CS145 - Introduction to Databases
Spring 2001, Prof. Widom
Assignment #5
Due Wednesday May 16
- There are two important documents relevant to the PDA part of this
assignment:
For the JDBC document, an updated version from the one in the course
reader and on the book Web site is now available via the course home
page (or following the link above) - please make sure to use the newer
version. The Pro*C document is current in your course reader and from
the book Web site, linked from the course home page under Oracle
Information.
- Turning in written exercises: The procedure for turning
in the written exercises on this assignment is the same as for the
previous assignments, with the same deadline and late policy.
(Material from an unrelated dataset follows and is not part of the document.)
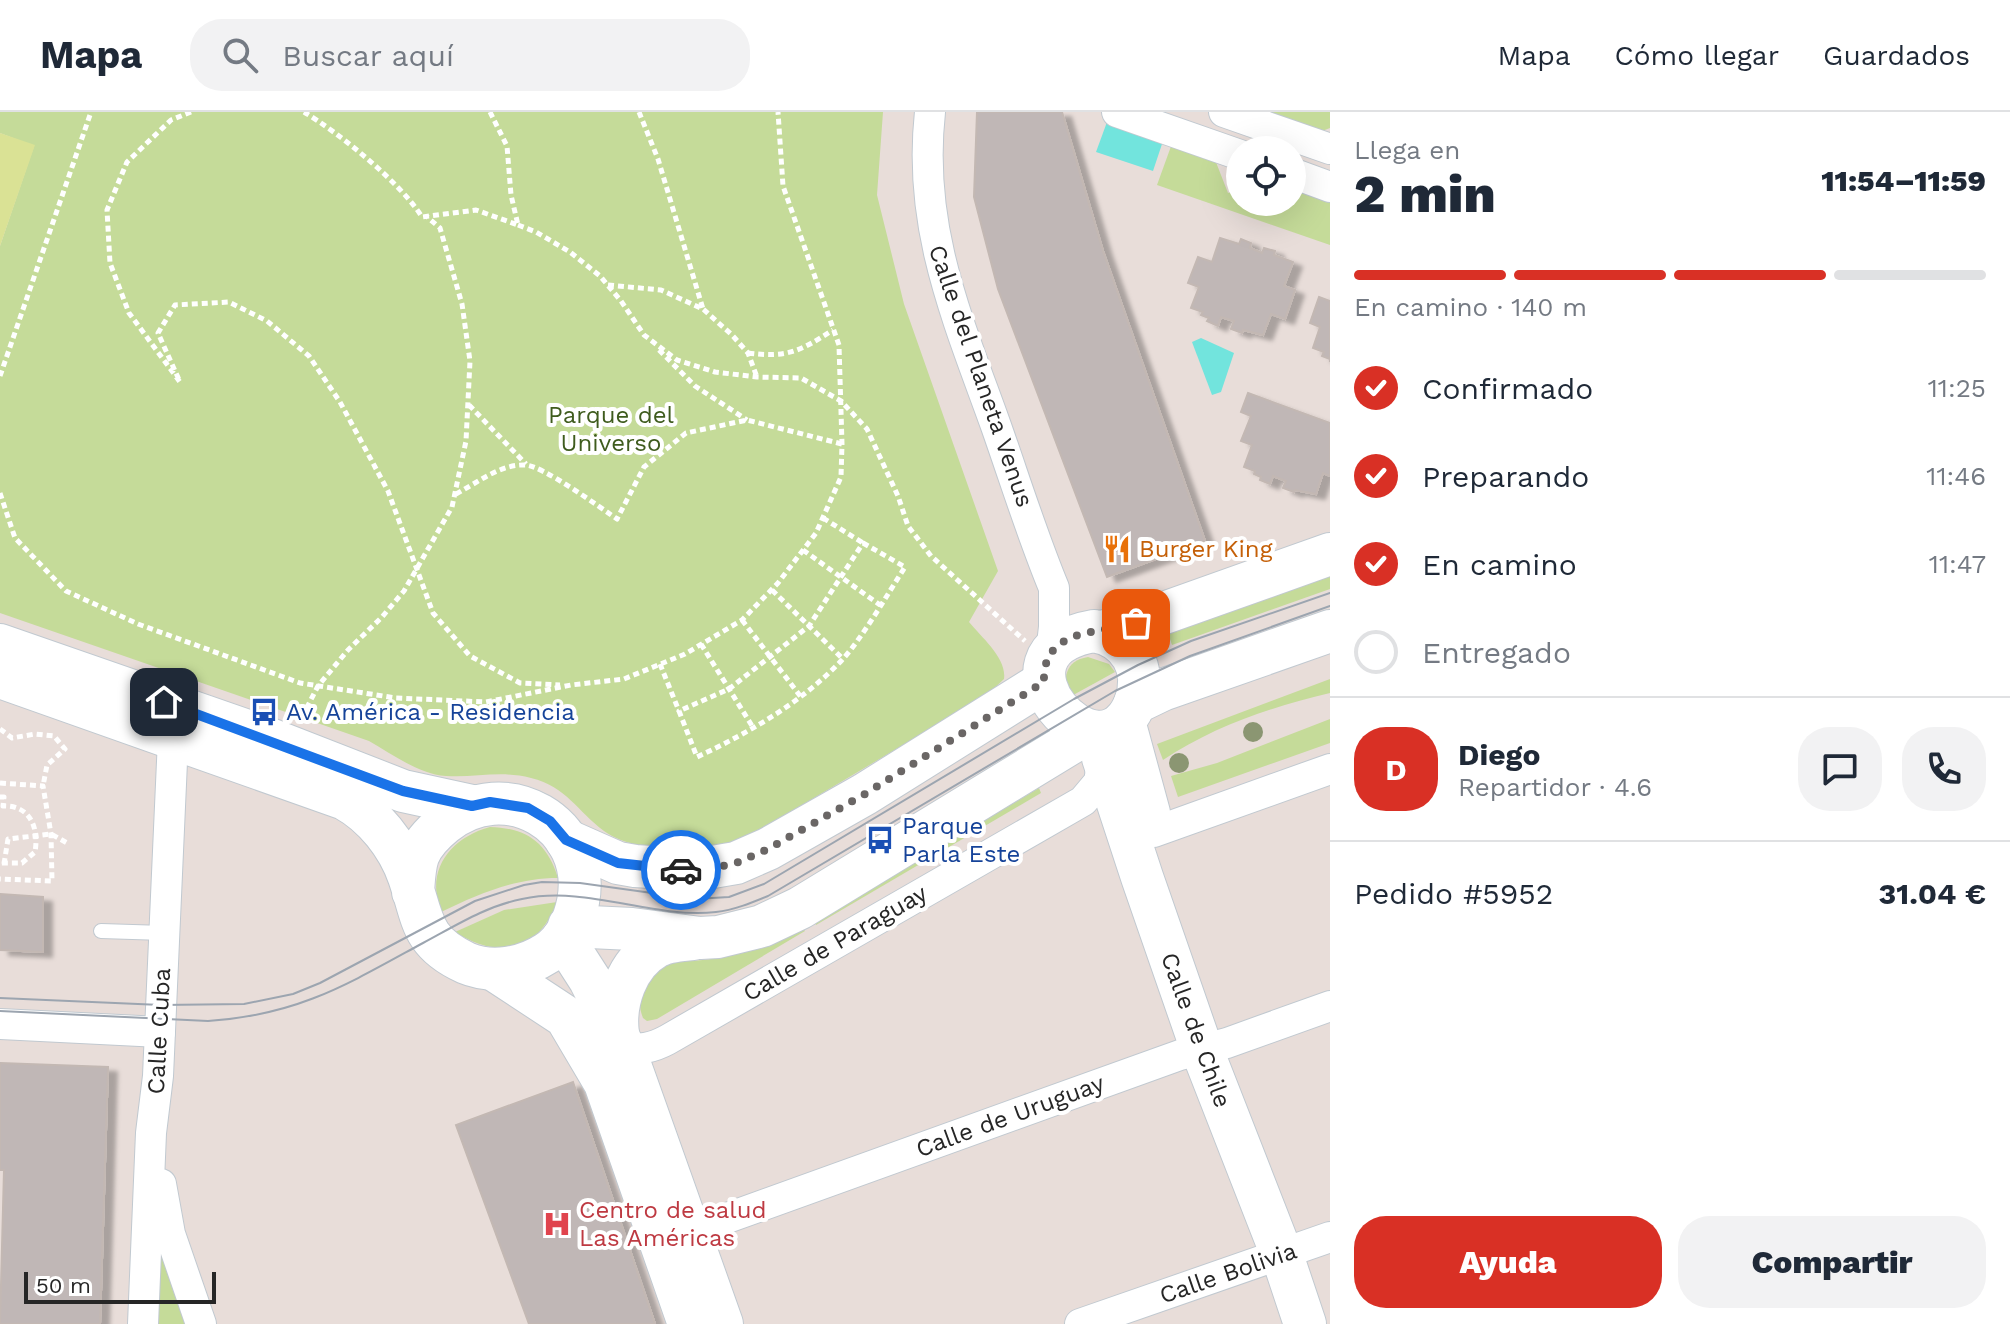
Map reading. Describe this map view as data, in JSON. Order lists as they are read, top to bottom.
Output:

- Turning in PDA: Your PDA work will again be submitted
electronically. The procedure is the same as for the previous
electronic submissions (see http://www.stanford.edu/class/cs145/submit-README.txt),
and the same deadline and late policy applies. Reminder: please do
not submit any files containing large data sets or query
results. All results should be truncated to a few lines. Large
submissions will be rejected, either automatically or by a (not too happy)
grader.
THE ASSIGNMENT
Problem 1
Consider the following four relations:
EmpDept(empID,deptNo) // empID is key
EmpOffice(empID,office) // empID is key
EmpPhone(empID,phone) // empID is key
DeptMgr(deptNo,mgrID) // deptNo is key
and the following view that joins all four relations:
create view AllInfo as
(select ED.empID, ED.deptNo, EO.office, EP.phone, DM.mgrID
from EmpDept as ED, EmpOffice as EO, EmpPhone as EP, DeptMgr as DM
where ED.empID = EO.empID
and EO.empID = EP.empID
and ED.deptNo = DM.deptNo)
(a) Write a SQL query to find the offices of all employees
whose department manager has ID 123. Do not use the view, and
eliminate duplicate offices in your result.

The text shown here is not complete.